Tasarrufta tavsiye değil, talimat için Cuhurbaşkanlığı Genelgesi gerekiyor
57’nci hükümetten sonra ilk kurulan AK Parti hükümeti de bunu kullandı. Yani birkaç yıl boyunca biz bu tasarruf genelgesini kullandık. Kamuda tasarruf meselesi, döndü dolaştı bugün de önemli mesele haline geldi. Ama daha evvelki tasarruf genelgesini Hazine Ve Maliye Bakanı göndermişti. Hiçbir etkisi olmadı. Çok iyi hatırlıyorum. Eski bir valimiz “Gücün olmadıktan sonra talimatın tavsiye eden öteye geçmez” diyordu. Güçlü bir ses tarafından bu metnin yazılması gerekiyor. Demek ki Cumhurbaşkanlığı Genelgesi olarak bunun yayınlanması gerekir. Aksi takdirde yine tavsiye niteliğinde olacak. 2002’nin şartları ile bugünün şartlarını karşılaştırdığımızda bakın nelerimiz var: Devasa binalarımız var. Muazzam demirbaşlarımız var.

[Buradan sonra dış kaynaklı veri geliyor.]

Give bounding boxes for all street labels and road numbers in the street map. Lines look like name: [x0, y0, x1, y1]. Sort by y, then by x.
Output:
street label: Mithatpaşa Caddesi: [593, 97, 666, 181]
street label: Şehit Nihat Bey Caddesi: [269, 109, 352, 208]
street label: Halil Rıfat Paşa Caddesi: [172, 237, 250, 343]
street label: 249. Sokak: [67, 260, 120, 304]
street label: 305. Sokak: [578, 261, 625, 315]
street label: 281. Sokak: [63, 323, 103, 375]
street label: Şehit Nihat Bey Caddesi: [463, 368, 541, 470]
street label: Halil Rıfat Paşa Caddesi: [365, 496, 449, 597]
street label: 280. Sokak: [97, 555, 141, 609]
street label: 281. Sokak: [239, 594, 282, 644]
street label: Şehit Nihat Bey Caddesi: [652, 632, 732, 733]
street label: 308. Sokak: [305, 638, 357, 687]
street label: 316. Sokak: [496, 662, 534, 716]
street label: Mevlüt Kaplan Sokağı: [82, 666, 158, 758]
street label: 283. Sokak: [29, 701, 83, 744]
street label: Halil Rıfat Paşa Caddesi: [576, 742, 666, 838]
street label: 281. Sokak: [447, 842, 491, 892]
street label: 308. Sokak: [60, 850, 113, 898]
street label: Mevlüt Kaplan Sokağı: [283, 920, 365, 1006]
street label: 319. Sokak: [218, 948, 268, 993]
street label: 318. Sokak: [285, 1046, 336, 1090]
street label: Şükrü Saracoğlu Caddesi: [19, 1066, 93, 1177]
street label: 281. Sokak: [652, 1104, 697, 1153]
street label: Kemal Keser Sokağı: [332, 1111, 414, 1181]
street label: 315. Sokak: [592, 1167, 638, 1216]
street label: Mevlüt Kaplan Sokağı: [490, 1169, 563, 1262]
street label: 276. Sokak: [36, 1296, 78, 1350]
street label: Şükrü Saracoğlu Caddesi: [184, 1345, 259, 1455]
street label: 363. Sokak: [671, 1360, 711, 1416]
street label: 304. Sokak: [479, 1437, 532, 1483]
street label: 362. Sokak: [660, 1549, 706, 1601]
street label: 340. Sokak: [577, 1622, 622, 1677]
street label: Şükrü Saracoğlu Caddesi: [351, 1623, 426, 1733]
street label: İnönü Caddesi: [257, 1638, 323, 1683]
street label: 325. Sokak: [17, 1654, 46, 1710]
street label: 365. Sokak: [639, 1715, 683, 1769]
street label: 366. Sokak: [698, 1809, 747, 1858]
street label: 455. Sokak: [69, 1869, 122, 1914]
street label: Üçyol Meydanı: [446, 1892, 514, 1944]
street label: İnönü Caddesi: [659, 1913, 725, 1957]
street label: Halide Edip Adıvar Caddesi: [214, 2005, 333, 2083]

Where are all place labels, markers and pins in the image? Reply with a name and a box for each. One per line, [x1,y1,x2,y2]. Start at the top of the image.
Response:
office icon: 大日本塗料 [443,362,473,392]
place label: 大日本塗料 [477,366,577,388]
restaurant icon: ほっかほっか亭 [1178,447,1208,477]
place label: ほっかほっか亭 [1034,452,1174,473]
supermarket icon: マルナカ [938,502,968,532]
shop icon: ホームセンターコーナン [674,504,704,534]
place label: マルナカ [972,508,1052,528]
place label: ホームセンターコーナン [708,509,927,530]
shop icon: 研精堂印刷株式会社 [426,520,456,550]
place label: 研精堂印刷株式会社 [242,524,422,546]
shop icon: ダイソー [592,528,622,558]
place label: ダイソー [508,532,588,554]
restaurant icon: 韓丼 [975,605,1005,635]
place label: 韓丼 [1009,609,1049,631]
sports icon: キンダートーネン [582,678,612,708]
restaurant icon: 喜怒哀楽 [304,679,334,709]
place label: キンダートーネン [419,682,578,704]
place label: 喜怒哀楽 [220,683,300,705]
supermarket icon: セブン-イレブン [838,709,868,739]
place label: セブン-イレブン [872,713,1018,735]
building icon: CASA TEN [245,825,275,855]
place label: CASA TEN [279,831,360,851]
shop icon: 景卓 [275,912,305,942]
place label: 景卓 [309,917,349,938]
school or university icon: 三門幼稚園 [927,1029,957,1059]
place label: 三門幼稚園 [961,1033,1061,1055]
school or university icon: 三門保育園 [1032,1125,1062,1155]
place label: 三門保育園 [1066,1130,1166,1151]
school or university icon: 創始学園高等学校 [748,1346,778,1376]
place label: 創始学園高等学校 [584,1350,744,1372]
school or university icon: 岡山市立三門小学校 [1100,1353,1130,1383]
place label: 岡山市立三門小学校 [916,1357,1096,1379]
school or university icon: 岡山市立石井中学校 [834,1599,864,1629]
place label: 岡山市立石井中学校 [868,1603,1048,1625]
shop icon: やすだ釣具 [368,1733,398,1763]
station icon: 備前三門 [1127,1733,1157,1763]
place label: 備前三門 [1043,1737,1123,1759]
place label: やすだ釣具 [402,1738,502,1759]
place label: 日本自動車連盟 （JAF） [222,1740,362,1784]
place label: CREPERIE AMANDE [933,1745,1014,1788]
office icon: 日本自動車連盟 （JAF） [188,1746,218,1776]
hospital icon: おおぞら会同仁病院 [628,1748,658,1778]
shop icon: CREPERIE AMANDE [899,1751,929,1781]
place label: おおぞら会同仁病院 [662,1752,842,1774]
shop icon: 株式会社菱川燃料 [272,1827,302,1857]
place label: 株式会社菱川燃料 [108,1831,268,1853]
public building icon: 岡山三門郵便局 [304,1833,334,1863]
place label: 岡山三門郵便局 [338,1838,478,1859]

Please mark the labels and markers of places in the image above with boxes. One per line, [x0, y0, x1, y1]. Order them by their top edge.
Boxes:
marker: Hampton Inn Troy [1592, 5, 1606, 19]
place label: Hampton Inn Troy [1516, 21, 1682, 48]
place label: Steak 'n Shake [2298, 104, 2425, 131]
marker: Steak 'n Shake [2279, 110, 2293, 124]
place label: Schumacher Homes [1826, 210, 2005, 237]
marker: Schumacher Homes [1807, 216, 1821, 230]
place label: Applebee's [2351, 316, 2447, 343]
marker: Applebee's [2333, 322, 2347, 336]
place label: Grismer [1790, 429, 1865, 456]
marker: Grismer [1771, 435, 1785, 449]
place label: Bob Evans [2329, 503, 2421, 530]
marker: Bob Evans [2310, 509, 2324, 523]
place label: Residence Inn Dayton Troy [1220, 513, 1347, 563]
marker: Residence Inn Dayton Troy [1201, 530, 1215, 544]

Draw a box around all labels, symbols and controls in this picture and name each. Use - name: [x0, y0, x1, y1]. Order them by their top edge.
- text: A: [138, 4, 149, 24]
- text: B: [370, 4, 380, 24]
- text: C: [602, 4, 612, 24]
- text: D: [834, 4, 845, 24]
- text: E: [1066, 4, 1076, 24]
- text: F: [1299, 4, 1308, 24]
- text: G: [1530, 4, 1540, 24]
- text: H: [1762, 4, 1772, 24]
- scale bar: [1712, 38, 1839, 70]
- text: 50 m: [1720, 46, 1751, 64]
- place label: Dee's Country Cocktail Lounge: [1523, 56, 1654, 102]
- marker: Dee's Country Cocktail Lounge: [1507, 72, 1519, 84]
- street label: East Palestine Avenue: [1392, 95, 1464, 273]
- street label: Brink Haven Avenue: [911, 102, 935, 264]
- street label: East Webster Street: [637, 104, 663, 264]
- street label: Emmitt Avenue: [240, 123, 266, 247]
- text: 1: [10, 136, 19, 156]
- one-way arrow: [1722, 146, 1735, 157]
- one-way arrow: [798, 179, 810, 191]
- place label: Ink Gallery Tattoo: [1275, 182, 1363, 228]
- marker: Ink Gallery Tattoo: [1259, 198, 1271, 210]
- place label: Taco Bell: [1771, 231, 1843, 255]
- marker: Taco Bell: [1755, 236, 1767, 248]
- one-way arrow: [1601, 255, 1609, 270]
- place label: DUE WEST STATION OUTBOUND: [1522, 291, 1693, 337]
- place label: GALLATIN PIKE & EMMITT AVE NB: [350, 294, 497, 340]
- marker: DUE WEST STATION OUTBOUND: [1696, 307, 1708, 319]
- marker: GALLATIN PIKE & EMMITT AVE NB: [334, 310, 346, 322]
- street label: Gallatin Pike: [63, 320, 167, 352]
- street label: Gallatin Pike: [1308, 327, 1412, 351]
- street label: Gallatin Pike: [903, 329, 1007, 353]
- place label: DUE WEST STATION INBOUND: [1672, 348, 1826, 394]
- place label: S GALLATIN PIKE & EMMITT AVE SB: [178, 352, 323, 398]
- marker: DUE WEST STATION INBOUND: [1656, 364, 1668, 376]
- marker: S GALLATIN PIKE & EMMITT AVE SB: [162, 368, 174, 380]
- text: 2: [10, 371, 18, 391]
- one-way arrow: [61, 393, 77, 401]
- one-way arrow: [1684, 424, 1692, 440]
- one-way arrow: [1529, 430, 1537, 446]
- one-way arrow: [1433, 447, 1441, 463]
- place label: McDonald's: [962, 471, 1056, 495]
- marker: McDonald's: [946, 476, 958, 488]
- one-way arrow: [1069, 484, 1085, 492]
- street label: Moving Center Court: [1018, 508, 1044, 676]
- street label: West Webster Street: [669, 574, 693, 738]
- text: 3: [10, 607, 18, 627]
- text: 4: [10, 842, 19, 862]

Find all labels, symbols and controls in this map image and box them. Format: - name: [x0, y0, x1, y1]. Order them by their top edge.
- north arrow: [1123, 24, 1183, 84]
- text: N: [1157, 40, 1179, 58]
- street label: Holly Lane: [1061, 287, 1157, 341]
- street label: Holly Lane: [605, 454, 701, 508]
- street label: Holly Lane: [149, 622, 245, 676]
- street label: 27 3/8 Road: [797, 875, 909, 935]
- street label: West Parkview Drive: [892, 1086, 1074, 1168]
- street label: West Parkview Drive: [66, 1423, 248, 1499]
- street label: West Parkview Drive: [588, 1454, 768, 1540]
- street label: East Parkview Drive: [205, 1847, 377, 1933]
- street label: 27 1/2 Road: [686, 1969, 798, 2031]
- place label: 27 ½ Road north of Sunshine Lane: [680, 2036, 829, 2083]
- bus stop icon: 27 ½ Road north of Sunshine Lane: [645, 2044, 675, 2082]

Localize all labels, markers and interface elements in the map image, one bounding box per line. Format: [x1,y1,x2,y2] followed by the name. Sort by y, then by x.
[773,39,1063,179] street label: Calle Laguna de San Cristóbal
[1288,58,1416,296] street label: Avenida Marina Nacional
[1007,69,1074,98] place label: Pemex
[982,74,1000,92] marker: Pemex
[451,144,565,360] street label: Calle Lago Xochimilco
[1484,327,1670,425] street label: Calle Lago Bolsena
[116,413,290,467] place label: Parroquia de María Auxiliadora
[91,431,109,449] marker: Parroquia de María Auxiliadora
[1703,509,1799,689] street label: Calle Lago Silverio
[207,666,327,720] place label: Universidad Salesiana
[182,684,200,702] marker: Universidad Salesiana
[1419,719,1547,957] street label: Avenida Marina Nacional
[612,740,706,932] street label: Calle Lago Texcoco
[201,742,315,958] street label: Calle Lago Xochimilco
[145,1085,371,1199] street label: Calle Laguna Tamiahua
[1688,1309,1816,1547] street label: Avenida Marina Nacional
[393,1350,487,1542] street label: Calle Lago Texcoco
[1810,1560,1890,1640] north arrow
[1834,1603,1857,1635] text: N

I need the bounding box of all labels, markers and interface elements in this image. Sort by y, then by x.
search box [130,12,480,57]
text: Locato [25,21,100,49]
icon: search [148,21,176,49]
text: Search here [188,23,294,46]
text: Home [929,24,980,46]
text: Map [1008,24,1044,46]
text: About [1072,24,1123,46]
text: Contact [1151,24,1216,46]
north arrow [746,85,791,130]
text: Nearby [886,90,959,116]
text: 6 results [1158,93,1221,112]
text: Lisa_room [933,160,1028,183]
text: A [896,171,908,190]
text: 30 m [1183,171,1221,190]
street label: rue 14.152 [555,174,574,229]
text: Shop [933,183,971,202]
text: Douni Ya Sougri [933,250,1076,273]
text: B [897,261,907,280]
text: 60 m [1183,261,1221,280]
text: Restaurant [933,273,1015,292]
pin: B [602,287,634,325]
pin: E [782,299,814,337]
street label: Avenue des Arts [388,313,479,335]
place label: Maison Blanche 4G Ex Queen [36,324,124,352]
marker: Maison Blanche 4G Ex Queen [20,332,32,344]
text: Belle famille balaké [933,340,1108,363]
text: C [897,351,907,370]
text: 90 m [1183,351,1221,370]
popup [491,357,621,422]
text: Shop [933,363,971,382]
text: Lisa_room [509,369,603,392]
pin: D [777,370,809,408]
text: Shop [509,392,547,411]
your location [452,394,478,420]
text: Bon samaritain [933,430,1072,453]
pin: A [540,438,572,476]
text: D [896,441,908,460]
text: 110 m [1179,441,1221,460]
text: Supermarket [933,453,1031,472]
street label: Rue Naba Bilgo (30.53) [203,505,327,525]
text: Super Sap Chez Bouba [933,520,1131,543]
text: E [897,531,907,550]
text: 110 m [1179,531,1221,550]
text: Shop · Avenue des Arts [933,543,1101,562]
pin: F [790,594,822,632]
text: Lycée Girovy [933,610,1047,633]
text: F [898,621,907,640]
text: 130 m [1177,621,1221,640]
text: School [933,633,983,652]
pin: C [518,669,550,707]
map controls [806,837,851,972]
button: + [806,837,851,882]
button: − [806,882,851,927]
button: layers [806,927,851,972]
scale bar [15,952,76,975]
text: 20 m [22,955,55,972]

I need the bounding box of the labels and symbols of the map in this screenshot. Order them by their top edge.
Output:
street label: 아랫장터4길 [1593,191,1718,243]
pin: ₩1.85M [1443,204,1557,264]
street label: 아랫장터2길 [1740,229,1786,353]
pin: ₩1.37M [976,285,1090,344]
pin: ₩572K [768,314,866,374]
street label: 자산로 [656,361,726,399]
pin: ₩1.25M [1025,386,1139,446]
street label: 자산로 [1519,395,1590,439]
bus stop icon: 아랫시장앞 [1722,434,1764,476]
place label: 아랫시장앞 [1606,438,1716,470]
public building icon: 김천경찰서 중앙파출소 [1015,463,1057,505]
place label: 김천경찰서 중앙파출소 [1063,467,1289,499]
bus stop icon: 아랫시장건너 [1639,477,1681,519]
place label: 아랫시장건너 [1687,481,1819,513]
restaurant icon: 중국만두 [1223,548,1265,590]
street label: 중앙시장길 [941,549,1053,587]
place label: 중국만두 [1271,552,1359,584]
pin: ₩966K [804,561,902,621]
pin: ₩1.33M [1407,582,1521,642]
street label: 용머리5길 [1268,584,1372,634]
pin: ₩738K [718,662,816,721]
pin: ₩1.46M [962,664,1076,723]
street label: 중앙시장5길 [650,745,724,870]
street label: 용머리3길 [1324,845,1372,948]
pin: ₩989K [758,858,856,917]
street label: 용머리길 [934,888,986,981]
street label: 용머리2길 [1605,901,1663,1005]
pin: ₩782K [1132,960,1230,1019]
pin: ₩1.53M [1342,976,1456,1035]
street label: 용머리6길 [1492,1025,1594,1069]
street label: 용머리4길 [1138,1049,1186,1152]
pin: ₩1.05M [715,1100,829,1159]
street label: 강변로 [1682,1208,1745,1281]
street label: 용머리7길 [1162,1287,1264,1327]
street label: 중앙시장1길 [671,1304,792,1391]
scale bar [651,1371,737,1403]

Bunların sadece sevk ve idaresi için harcanan para, en tasarruflu haliyle bile astronomik düzeyde. Dev gibi hastane binalarımız, adliye saraylarımız var. Kamunun elinde inanılmaz büyük metrekarelerde binalar var. Bakım gerektiren çok sayıda ulaşım aracı var. Uçaklar var, hava araçları var ve beslenmesi gereken dev gibi bir dijital altyapı var. Rekor üzerine rekor kıran kamu harcamalarını dizginlemek çok önemli. Bunu anlıyorum. “Neyi fahiş olarak görüyoruz?” sorusunun yanına “Tasarruf olarak neyi kastediyoruz?” sorusunu da eklemek gerekiyor. Kamu, neyi önemsiz sayacak? Bir de bütçe içerisinde alınmasından vazgeçilen 1,5 trilyon lira var. Dolayısıyla bunlardan da vazgeçmek gerekiyor.
Bu hafta kulislere sızan bir haber var. Onu takip ediyorum. Kilit noktadaki bürokratlar ile alakalı sayın Cumhurbaşkanının bir tasarrufta bulunması bekleniyor. Eğer bu gerçekleşirse o zaman topyekun bir beyaz sayfa açma ihtimali var. Birçok kilit noktadaki bürokratın yeri değiştirilecek. Belki de görevden alınacak yerine bir başkası atanacak. Dolayısıyla yeni atanan bürokratların hemen arkasından büyük ihtimalle bu genelge yayınlanacak. Bu arada da etkin piyasa denetimleriyle fahiş fiyat kontrolü yapılır. Ben yine de meselenin kilitlendiği yerin burası olmadığını, Türkiye'nin serbest piyasa mantığından çok hızlı bir şekilde uzaklaştığını, aslında serbest piyasayı engellemek adına yapılan tüm adımların piyasayı başıboş bıraktığını, bozguncuların fırsat bulduğunu düşünüyorum.